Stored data

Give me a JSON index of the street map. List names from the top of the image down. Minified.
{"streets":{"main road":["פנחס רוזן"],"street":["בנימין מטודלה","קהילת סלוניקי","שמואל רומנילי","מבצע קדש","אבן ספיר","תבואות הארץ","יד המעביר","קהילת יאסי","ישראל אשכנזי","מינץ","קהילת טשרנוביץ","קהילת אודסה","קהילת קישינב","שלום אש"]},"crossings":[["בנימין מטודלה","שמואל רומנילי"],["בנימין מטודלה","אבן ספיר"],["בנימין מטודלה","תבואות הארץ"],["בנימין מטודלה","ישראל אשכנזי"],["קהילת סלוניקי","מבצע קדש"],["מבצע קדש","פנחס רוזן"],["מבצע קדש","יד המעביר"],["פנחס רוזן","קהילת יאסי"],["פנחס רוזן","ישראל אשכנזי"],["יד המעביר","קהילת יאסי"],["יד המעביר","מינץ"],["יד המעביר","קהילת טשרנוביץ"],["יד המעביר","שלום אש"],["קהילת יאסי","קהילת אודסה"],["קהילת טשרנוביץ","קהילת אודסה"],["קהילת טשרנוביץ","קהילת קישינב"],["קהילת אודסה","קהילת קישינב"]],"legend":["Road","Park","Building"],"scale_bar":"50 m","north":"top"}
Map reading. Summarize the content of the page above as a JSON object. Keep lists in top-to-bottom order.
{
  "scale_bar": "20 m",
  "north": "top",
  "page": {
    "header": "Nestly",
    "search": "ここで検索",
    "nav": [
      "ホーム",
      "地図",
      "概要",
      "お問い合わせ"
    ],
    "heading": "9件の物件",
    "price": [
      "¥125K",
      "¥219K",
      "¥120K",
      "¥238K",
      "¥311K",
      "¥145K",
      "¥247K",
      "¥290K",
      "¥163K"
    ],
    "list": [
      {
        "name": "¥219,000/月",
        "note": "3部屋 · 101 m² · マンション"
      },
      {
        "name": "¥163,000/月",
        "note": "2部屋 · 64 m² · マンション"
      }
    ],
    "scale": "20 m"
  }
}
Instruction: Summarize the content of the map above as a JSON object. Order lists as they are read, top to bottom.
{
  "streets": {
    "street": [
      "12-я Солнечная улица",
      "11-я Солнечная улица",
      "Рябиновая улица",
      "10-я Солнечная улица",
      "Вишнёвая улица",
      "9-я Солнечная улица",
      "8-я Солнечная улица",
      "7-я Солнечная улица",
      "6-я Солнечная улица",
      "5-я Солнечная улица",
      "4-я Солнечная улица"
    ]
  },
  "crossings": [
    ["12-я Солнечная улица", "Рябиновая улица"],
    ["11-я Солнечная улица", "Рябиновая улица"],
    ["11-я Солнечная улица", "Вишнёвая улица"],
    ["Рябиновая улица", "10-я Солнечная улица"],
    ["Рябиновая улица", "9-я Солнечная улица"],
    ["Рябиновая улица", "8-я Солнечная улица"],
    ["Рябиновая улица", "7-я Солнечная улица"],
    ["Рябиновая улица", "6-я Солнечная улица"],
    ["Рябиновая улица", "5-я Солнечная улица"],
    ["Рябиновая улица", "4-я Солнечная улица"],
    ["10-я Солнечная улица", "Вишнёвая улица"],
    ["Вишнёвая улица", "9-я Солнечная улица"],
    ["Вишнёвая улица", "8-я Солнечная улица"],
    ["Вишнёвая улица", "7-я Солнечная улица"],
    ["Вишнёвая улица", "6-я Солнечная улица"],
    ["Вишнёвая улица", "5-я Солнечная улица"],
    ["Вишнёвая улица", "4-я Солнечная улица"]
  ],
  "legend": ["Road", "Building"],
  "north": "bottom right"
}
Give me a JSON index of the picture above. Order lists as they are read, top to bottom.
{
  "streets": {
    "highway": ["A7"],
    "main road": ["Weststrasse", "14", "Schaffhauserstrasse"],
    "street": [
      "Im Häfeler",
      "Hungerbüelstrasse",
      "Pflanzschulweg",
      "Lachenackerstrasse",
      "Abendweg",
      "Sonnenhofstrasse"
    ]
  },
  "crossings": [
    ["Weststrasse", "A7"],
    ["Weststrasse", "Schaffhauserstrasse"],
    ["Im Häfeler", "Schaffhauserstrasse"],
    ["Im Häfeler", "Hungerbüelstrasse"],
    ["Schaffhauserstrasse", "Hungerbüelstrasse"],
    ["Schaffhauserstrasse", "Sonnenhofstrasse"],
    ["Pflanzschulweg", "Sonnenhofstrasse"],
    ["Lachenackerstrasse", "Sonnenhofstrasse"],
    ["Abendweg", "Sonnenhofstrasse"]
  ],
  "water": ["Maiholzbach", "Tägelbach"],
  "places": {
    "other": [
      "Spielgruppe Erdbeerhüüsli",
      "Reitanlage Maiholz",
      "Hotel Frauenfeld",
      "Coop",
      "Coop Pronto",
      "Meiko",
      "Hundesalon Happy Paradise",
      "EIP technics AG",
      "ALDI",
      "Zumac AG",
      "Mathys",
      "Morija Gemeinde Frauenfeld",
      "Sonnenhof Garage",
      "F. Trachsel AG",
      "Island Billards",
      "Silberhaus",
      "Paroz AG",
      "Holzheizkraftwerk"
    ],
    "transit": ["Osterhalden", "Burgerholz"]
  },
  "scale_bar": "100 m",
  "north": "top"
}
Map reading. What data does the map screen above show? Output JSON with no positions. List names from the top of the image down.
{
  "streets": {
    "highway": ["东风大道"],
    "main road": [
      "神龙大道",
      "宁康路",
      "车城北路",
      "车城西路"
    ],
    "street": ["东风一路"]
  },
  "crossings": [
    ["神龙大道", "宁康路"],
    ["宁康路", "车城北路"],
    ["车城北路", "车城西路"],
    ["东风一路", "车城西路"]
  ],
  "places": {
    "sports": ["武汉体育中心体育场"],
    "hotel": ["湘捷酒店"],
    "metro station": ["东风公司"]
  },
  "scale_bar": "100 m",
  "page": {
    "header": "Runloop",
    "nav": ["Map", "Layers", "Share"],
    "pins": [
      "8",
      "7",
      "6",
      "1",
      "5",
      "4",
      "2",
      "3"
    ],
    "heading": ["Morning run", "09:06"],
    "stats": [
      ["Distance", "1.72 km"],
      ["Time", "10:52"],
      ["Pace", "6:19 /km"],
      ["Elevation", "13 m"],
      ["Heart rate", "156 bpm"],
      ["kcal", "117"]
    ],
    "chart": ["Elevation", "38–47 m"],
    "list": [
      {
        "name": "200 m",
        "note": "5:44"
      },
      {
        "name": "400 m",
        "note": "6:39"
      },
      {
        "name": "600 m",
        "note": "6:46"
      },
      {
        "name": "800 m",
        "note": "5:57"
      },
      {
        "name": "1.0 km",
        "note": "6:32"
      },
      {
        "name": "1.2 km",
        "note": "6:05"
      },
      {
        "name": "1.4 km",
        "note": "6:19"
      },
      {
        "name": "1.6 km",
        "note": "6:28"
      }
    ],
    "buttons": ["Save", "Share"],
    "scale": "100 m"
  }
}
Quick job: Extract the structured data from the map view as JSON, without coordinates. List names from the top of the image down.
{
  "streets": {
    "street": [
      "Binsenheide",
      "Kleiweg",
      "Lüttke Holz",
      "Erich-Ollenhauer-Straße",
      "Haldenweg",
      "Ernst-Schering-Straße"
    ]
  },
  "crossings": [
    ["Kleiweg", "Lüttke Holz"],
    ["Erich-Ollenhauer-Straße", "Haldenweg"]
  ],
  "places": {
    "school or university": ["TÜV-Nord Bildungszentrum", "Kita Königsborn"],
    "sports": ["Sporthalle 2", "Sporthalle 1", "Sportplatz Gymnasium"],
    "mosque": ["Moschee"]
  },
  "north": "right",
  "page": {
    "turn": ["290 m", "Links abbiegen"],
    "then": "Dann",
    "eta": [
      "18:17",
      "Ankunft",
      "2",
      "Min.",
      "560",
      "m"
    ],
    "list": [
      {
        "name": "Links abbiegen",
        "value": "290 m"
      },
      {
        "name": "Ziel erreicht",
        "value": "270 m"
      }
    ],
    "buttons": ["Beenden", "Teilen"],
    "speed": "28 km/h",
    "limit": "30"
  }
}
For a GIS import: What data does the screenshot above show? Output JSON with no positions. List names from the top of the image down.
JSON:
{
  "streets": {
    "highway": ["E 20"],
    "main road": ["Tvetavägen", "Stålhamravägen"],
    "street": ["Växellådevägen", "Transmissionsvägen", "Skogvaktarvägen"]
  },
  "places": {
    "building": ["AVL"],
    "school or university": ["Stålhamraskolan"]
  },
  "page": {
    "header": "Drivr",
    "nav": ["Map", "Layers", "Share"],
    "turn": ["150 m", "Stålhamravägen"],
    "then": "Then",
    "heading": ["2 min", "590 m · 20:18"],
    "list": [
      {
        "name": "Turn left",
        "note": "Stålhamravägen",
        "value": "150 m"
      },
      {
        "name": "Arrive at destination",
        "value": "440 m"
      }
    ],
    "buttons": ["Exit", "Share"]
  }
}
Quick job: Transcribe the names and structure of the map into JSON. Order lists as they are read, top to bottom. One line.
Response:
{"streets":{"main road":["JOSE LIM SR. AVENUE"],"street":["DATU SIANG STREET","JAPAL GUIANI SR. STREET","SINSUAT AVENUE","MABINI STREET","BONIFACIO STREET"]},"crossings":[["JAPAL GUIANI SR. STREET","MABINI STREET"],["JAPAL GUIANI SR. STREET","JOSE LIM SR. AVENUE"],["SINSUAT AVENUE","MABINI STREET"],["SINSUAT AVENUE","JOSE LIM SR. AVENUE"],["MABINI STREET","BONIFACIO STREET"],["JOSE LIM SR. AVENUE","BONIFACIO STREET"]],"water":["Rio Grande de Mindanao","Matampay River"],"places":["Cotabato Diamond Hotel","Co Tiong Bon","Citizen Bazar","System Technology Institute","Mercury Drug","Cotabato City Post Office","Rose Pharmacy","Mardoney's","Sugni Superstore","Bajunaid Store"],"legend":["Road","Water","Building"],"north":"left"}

_Assignment_.
Each line of the entries holding the string "Straße" should be found and copied.

_Task result_.
      "Erich-Ollenhauer-Straße",
      "Ernst-Schering-Straße"
    ["Erich-Ollenhauer-Straße", "Haldenweg"]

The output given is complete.